Surgut Misfires Once More Against Hungarian MOL

Publication: Eurasia Daily Monitor Volume: 7 Issue: 75

For the second consecutive year, Russia’s Surgutneftegaz has failed to crash the door of the Hungarian MOL’s annual general meeting of its shareholders and the board of directors. The April 29 event seems set to consolidate MOL’s defenses against such predatory takeover tactics. MOL’s oil-refining business, recognized as the most efficient in Central Europe, is a coveted target in EU territory for the cash-rich Surgut.

Surgut’s top management is closely linked with the Kremlin, while the company’s shareholders and ultimate beneficiaries remain undisclosed. Thus, the company looks unusually murky even by Russian standards.

Surgut had initiated a hostile takeover attempt against MOL in March 2009, surreptitiously buying a 21 percent stake in MOL from Austria’s OMV for 1.4 billion Euros, which was almost double the market price of those shares at that time. The seller, OMV (a defeated competitor to MOL in Central Europe), along with the deal’s broker J.P. Morgan, helped Surgut’s move. That transaction turned Surgut into MOL’s single largest shareholder overnight, with the avowed intent to increase that stake further and dominate the Hungarian company. Surgut had made its move in the immediate run-up to MOL’s annual general meeting, so as to obtain voting rights and representation on MOL’s board of directors.

Thwarted in 2009, Surgut seems certain to fail again this year, thanks to Hungary’s transparency requirements. The regulatory agencies, Hungarian Energy Office (MEH) and Financial Supervisory Authority (PSZAF) cannot approve Surgut’s registration and its listing in MOL’s registry of shareholders, as long as Surgut fails to disclose its own shareholder structure and ultimate beneficiaries. The regulators also have questions about Surgut’s 2009 purchase of the MOL shares (why did it pay double the market price?). Surgut fails to disclose that type of information even in Russia, let alone to Hungarian regulators. Consequently, it does not qualify to attend MOL’s shareholders’ meeting, vote, or receive dividends on its stake (Figyelo, April 15).

The Russian business press is paying considerable attention to this case in the run-up to MOL’s annual general meeting (Kommersant, April 6, 15; Vedomosti, April 14; RosBusinessConsulting, April 14, 16). Some interested parties suggest that Moscow might cut oil supplies to MOL’s refineries from the Druzhba pipeline, as it has done since 2007 against the Lithuanian Mazeikiai refinery, to force a transfer of ownership to Russian interests (Kommersant, April 7). However, this warning sounds unconvincing with regard to Hungary. Unlike Lithuania, Hungary is not located at the terminus of a Druzhba spur, and it does have a back-up supply option for Middle Eastern oil via Croatia’s Adriatic coast.

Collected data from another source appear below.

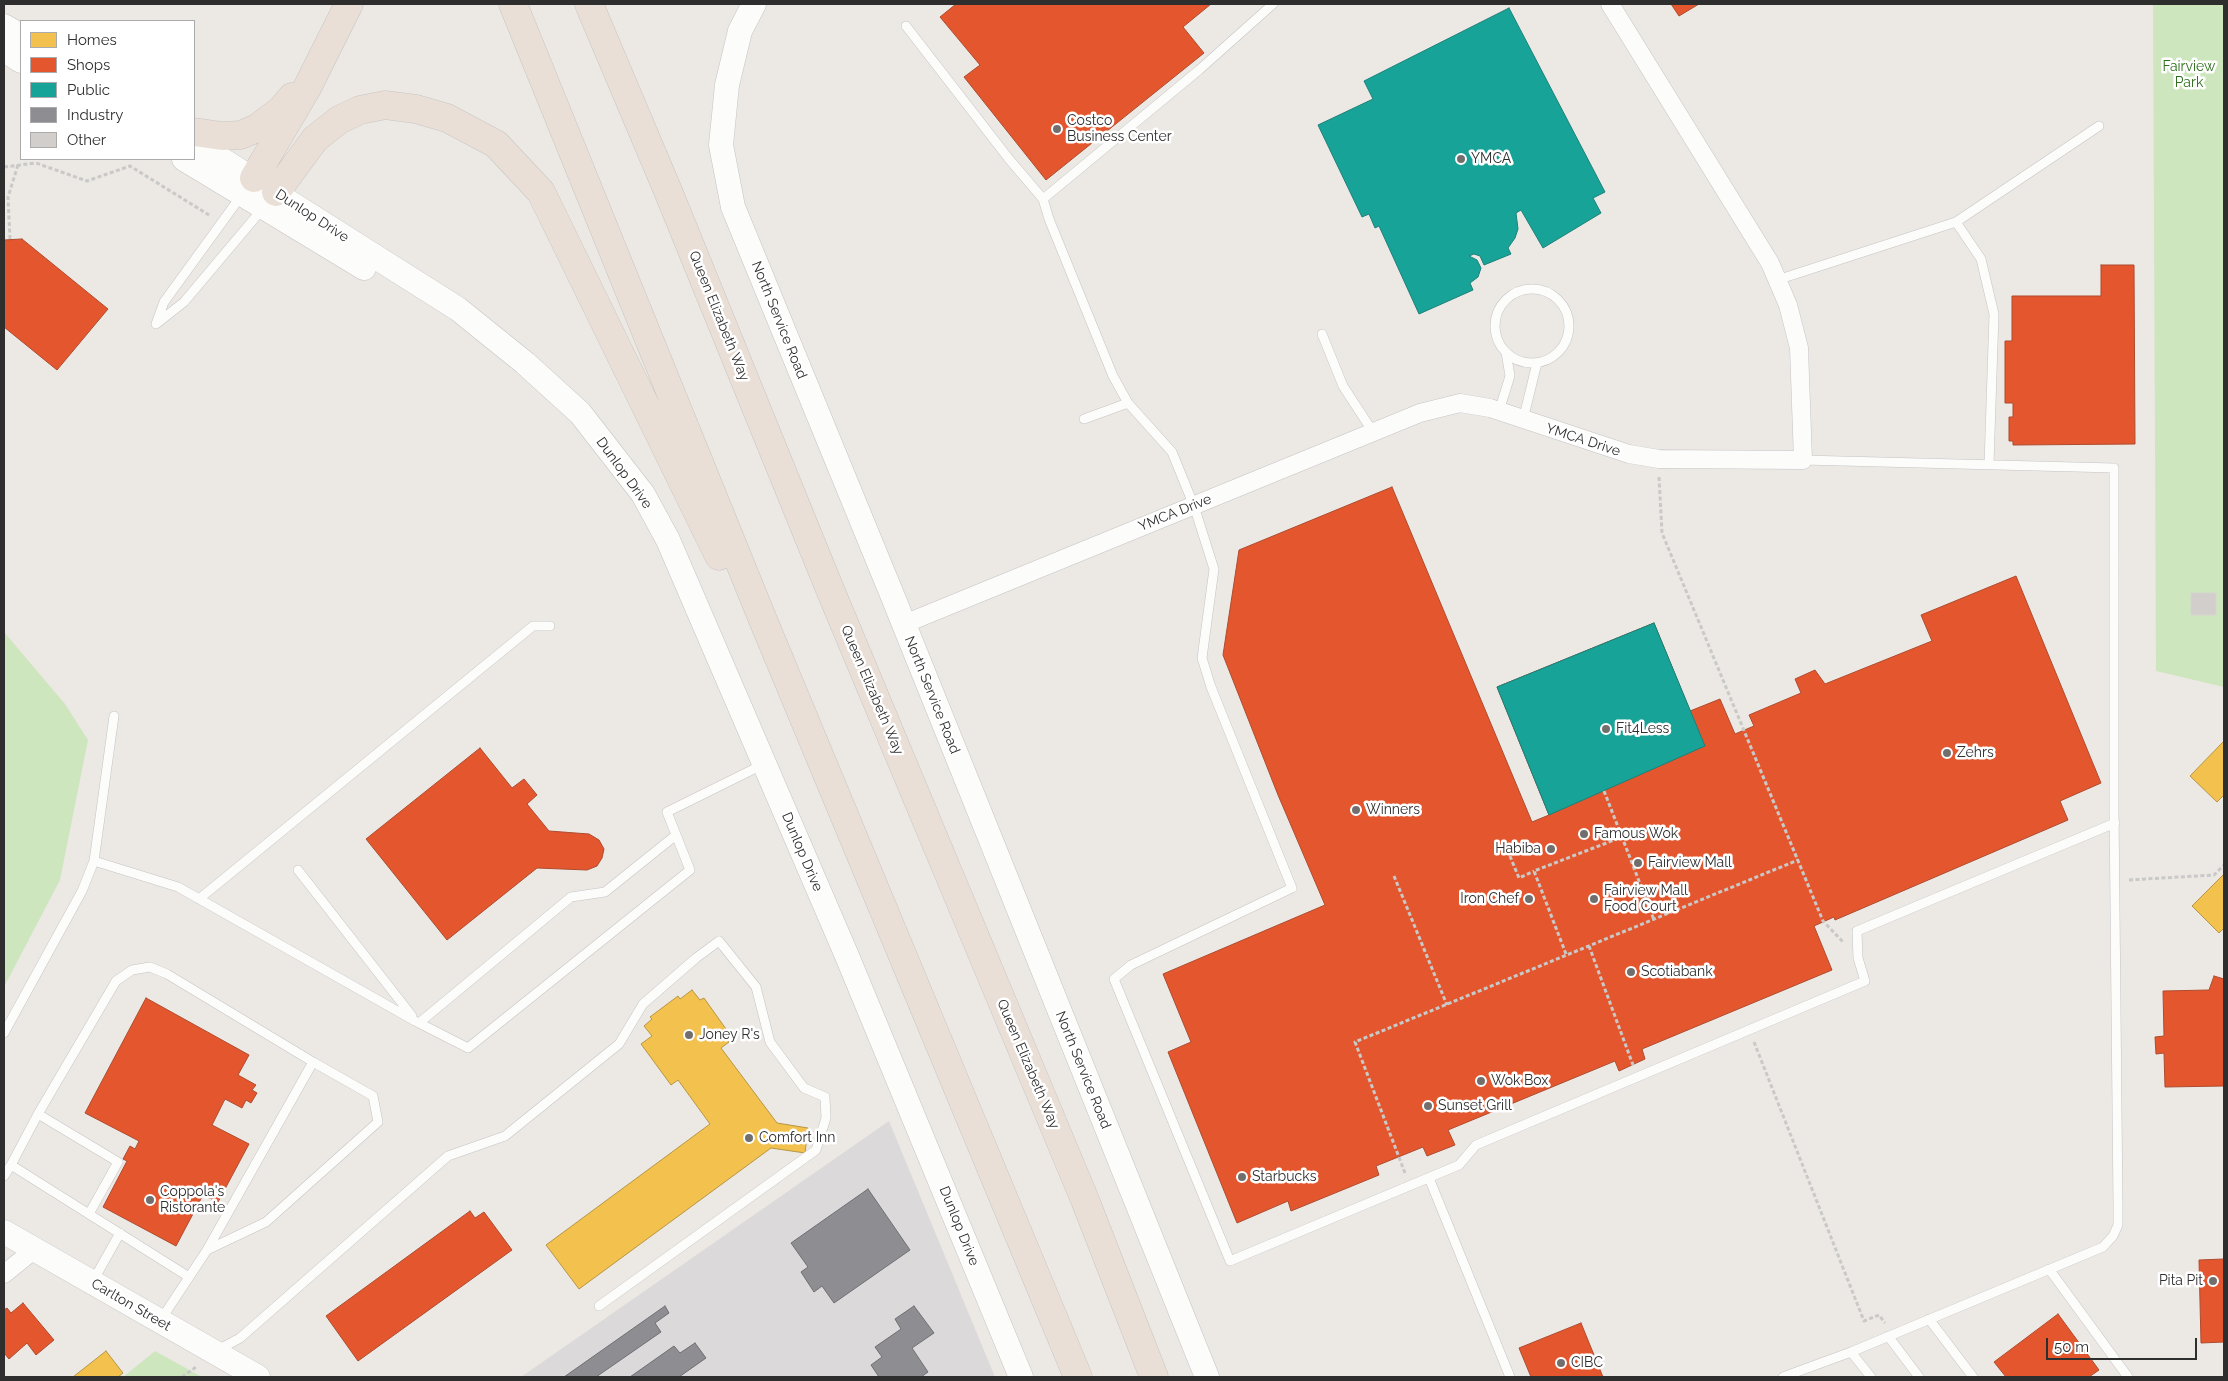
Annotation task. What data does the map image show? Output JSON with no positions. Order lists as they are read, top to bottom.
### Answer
{
  "streets": {
    "highway": ["Queen Elizabeth Way"],
    "street": [
      "Dunlop Drive",
      "North Service Road",
      "YMCA Drive",
      "Carlton Street"
    ]
  },
  "crossings": [
    ["North Service Road", "YMCA Drive"]
  ],
  "parks": ["Fairview Park"],
  "places": [
    "Costco Business Center",
    "YMCA",
    "Fit4Less",
    "Zehrs",
    "Winners",
    "Famous Wok",
    "Habiba",
    "Fairview Mall",
    "Iron Chef",
    "Fairview Mall Food Court",
    "Scotiabank",
    "Joney R's",
    "Wok Box",
    "Sunset Grill",
    "Comfort Inn",
    "Starbucks",
    "Coppola's Ristorante",
    "Pita Pit",
    "CIBC"
  ],
  "legend": [
    "Homes",
    "Shops",
    "Public",
    "Industry",
    "Other"
  ],
  "scale_bar": "50 m"
}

Politically, Hungarian parliamentary parties have reached a consensus on defending MOL from any foreign takeover. This view will become even stronger with the landslide victory of Fidesz, a right-conservative party, in Hungary’s two-round parliamentary elections on April 11 and April 25. Fidesz regards MOL (along with the leading companies in several other sectors) as national champions to be immunized against hostile takeovers. According to Janos Martonyi, the Fidesz-designated foreign minister, the incoming government wants an early resolution by agreement between Surgut and MOL. Without discriminating against the Russian company, the government will oppose any takeover moves by Surgut or other foreign entities (MTI, April 16).

MOL had paid out 40 percent of the net profits as dividends to shareholders until 2008. In 2009, however, it did not pay dividends on the profits from 2008; and is set again to forgo the 2009 dividend (on net profits estimated at more than $500 million) at the 2010 annual general meeting. As was the case last year, the total net income is again being booked as retained earnings, mostly for reinvestment to support organic growth. In 2009, MOL spent 873 million Euros to acquire an additional 22 percent –for a total of 47percent, along with managerial authority– in Croatia’s oil and gas company INA. In 2010, and next year, MOL plans upgrades in five oil processing and petrochemical plants. These include plants in Croatia, where MOL’s investment and modernization program is moving ahead despite the recession (Vilaggazdasag, April 14).

To continue the growth program, MOL signed on April 14 agreements on a Eurobond issue for 750 million Euros, with a seven-year maturity and due to pay an annual coupon of 5.9 percent (Dow Jones, April 15). The bond issue is being oversubscribed, apparently reflecting investor confidence not only in the company’s strategy, but also in its position in Croatia and its immunity to attacks from Surgut.